■ Your objective: Run through the records and, wherever a line holds the word "translate", return that line.

═══ Data

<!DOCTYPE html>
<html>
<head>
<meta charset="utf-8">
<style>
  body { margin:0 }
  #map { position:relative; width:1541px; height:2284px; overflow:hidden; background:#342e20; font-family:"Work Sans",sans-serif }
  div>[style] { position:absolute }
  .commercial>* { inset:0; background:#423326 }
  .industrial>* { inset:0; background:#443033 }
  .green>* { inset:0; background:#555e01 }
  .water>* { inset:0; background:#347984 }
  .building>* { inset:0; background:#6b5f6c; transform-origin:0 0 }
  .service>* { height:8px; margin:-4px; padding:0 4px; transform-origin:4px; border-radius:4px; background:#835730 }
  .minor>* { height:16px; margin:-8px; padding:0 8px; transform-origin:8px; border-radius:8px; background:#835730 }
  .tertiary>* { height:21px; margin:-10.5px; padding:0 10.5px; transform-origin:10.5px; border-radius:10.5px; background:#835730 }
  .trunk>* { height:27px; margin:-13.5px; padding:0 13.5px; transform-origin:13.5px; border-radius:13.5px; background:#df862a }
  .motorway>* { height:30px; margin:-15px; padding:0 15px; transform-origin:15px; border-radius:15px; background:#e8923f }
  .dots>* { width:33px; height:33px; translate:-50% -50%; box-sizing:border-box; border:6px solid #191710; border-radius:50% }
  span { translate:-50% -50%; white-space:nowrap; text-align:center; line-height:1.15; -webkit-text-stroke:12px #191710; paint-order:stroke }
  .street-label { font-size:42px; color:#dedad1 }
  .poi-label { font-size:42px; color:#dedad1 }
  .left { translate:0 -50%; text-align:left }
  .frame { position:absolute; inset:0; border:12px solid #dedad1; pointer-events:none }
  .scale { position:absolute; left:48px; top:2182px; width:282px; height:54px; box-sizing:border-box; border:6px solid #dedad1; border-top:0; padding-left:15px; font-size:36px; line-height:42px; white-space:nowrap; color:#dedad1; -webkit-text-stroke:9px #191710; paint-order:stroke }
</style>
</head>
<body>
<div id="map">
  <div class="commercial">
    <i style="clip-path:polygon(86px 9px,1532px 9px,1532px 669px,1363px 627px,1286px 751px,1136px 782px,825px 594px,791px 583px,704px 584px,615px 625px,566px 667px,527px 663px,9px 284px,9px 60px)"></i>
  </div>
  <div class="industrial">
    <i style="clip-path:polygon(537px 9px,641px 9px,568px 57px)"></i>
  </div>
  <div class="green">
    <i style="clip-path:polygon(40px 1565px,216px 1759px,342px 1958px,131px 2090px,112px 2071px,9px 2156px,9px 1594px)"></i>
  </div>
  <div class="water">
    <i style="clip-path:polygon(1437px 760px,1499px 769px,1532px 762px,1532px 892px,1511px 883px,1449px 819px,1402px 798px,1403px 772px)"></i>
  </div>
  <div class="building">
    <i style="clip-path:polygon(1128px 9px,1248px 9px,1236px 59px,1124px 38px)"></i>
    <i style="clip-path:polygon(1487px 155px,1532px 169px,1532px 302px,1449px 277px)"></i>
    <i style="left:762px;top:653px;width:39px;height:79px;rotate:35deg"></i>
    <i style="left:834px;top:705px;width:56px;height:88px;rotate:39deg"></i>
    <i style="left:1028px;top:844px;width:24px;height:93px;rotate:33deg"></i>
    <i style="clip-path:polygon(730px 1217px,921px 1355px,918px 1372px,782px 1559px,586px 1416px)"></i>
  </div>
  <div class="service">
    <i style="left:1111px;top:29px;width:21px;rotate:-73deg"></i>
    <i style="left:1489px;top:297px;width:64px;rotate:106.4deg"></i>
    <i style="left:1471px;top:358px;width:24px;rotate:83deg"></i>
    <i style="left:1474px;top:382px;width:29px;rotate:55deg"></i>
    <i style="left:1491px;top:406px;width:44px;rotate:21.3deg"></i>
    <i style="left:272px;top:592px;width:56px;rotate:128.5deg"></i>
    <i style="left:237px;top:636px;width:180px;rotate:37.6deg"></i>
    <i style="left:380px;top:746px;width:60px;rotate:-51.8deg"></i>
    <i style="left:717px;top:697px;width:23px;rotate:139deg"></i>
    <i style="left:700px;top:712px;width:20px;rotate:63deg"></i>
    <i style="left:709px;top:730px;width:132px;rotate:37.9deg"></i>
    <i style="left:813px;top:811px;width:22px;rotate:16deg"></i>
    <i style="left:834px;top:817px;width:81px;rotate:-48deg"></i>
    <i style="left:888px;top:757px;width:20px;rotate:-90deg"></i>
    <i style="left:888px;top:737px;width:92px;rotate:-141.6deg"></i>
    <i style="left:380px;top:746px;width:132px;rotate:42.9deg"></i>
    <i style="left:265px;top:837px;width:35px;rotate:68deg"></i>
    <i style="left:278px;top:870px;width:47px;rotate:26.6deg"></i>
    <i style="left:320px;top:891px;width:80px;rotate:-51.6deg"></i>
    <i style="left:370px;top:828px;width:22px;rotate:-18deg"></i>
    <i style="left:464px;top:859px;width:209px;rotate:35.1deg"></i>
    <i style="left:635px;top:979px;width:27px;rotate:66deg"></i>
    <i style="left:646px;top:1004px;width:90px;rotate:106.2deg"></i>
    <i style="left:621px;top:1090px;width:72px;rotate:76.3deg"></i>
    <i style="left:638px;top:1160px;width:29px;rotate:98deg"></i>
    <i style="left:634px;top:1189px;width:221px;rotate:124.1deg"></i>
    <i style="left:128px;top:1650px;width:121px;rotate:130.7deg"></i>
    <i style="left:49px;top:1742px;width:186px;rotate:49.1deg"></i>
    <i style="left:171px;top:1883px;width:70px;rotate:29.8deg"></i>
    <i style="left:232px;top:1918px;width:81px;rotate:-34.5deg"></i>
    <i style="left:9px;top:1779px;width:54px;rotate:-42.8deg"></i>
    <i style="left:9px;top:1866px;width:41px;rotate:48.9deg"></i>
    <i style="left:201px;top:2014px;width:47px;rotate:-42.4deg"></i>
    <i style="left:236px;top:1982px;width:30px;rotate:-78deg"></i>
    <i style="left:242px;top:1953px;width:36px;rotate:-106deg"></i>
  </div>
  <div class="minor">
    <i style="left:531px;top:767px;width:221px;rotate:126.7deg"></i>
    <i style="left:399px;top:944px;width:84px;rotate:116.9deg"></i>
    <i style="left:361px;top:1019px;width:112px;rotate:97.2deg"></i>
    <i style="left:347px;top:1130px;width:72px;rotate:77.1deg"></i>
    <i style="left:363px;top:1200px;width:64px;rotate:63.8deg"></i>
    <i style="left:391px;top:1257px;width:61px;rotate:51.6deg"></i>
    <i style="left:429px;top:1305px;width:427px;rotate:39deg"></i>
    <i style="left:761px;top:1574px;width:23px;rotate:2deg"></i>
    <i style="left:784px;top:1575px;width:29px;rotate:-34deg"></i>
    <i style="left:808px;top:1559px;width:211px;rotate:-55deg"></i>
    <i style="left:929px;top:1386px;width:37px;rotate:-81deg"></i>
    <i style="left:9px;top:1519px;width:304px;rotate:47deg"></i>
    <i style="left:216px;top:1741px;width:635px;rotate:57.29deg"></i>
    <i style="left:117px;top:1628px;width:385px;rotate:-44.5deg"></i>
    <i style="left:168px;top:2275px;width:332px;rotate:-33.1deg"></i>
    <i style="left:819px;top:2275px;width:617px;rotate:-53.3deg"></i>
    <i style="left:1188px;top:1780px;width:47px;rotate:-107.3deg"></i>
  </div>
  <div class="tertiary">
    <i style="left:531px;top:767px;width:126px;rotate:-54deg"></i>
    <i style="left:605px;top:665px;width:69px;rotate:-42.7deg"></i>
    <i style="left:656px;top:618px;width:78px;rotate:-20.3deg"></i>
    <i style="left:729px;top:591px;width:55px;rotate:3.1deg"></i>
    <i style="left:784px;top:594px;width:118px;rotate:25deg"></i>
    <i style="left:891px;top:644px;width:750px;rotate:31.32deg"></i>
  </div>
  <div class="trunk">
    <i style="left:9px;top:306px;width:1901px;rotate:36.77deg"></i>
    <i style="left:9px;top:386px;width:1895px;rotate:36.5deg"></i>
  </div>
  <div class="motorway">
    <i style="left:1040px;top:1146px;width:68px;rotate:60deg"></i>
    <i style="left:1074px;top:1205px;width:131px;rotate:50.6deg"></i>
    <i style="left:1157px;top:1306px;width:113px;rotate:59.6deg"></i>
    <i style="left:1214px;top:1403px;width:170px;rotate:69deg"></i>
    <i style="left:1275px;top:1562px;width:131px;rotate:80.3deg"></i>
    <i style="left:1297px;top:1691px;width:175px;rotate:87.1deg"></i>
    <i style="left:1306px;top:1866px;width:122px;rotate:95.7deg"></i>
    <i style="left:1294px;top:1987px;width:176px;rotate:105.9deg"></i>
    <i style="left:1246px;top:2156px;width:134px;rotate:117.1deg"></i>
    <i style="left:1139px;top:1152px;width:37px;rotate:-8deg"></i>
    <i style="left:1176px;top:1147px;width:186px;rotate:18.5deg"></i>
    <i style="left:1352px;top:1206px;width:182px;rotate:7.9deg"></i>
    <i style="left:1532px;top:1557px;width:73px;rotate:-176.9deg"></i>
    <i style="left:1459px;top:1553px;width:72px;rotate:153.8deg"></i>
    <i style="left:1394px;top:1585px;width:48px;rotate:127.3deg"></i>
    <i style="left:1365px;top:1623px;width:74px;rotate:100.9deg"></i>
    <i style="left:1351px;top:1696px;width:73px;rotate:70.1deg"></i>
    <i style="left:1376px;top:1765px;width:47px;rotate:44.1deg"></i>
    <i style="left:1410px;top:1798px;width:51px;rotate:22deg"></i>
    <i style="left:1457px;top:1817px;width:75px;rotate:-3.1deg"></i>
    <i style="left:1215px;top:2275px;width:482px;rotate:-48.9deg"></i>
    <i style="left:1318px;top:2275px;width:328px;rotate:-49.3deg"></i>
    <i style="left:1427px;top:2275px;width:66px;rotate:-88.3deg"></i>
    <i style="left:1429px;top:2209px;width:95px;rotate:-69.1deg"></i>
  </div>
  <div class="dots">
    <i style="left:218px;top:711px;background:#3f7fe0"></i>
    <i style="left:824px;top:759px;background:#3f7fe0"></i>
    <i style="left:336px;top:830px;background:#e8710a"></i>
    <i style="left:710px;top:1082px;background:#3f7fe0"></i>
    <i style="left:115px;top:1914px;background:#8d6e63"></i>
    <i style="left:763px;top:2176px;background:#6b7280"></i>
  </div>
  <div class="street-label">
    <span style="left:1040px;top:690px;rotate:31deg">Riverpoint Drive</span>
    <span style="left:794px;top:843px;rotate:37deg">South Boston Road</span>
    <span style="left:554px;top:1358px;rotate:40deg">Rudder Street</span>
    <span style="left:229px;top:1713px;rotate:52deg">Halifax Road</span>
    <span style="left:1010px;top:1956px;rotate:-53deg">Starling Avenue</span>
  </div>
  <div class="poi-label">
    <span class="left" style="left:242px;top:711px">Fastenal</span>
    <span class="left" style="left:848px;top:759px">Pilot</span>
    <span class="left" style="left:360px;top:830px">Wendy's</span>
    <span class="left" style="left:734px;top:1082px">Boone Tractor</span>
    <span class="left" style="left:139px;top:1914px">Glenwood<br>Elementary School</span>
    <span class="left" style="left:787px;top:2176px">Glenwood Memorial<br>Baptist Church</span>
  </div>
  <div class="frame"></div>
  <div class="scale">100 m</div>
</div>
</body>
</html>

══════

■ Written answer:
  .dots>* { width:33px; height:33px; translate:-50% -50%; box-sizing:border-box; border:6px solid #191710; border-radius:50% }
  span { translate:-50% -50%; white-space:nowrap; text-align:center; line-height:1.15; -webkit-text-stroke:12px #191710; paint-order:stroke }
  .left { translate:0 -50%; text-align:left }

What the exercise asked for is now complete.